Data provided:
• • • • • • •

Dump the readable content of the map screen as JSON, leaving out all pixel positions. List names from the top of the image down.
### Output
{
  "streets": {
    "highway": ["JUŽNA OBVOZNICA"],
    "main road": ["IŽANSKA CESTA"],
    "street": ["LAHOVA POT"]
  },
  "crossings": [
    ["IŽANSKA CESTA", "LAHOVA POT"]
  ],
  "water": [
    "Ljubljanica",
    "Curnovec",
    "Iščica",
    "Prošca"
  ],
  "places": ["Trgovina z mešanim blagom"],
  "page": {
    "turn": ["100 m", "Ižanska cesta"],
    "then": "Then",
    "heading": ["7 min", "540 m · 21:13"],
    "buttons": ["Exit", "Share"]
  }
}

• • • • • • •

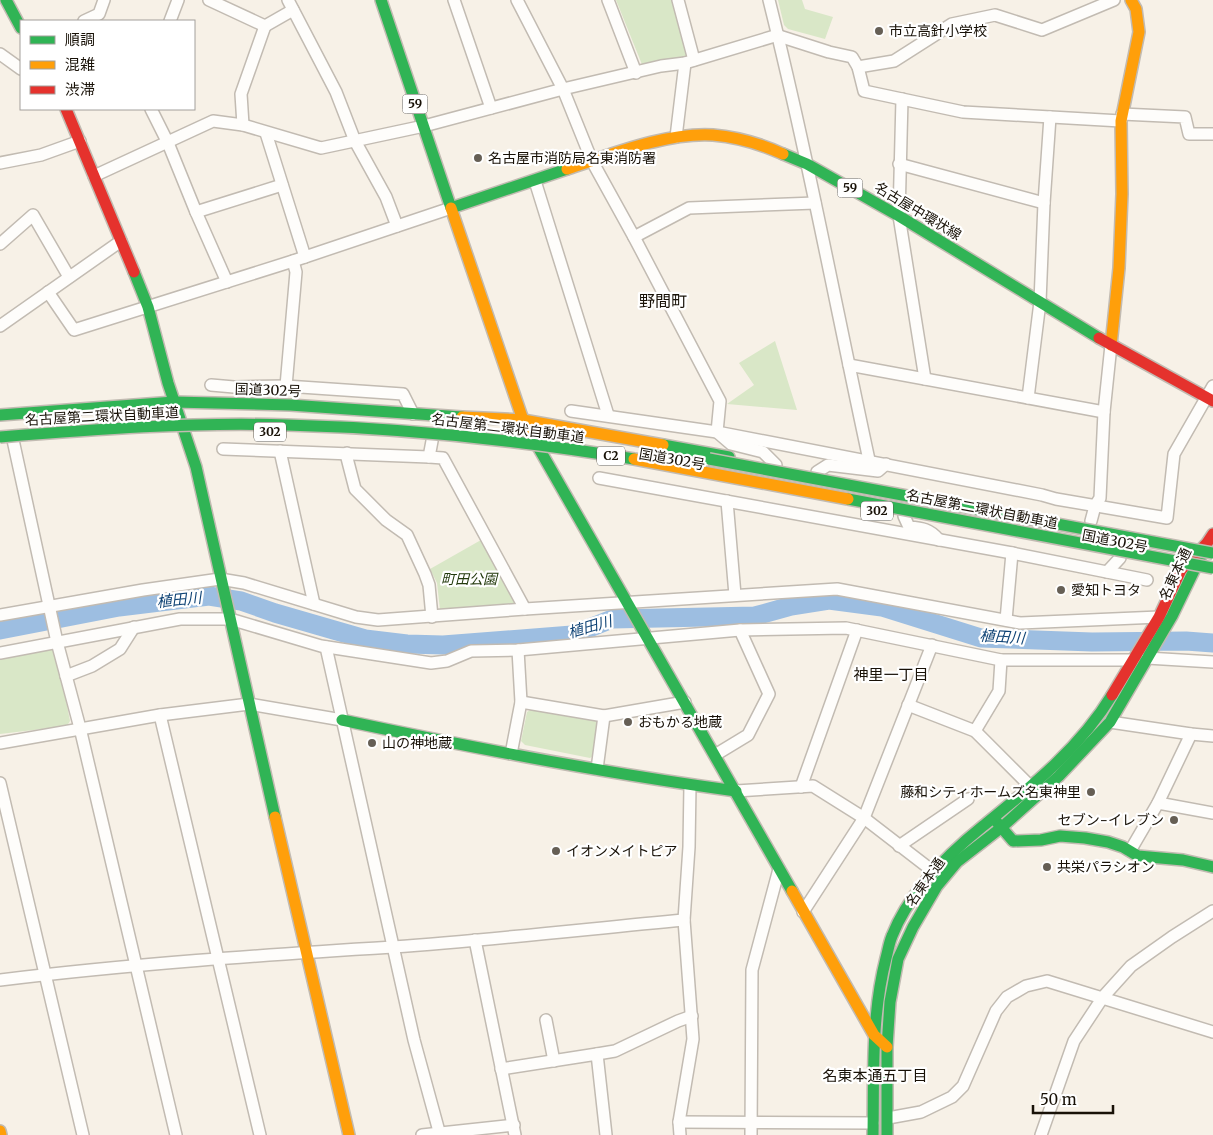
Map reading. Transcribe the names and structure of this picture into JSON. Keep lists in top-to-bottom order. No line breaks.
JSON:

• • • • • • •

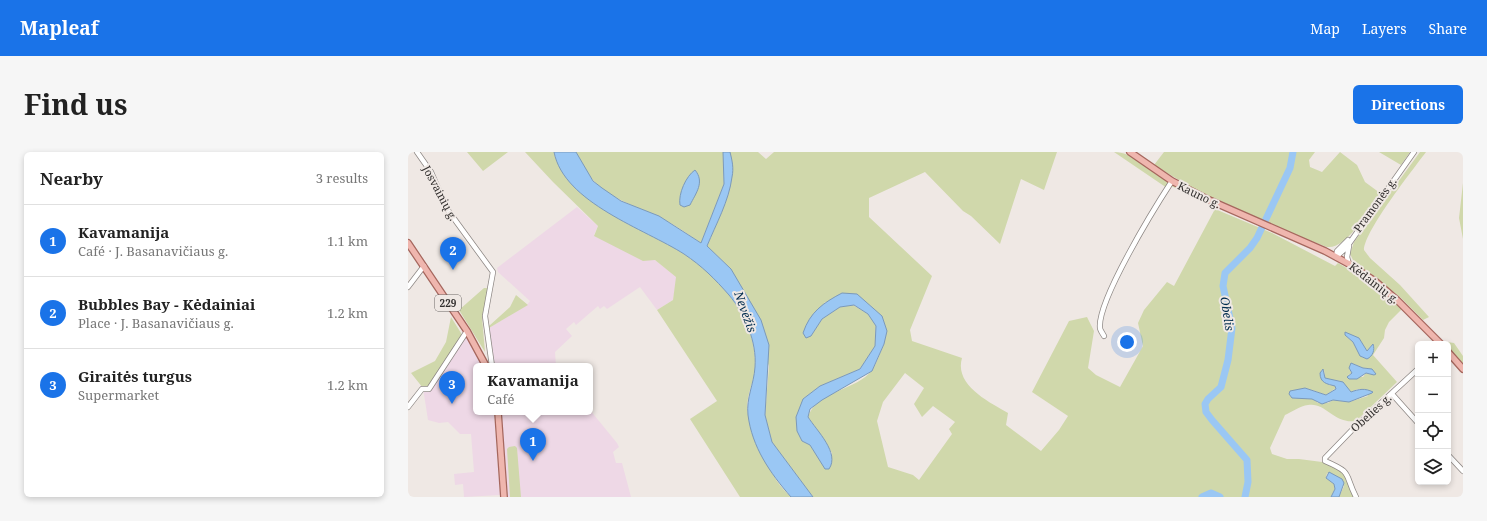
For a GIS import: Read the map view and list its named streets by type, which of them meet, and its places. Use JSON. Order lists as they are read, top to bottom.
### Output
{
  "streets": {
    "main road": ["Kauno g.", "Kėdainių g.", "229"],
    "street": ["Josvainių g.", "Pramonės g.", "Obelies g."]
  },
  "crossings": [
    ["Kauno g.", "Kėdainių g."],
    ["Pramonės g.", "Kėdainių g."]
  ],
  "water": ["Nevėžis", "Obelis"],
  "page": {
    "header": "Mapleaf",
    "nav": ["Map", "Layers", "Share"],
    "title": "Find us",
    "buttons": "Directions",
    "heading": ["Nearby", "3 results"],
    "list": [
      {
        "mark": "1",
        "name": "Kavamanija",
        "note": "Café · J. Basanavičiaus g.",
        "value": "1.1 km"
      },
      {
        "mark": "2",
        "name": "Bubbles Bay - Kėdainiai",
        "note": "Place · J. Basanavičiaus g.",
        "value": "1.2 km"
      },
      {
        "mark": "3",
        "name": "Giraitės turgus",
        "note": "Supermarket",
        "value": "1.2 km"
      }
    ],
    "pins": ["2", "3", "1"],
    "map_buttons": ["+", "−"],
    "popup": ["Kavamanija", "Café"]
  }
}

• • • • • • •

Task directions: Could you report every line of the material that contains the string "bottom"?

Response to this exercise:
Map reading. Transcribe the names and structure of this picture into JSON. Keep lists in top-to-bottom order. No line breaks.
For a GIS import: Read the map view and list its named streets by type, which of them meet, and its places. Use JSON. Order lists as they are read, top to bottom.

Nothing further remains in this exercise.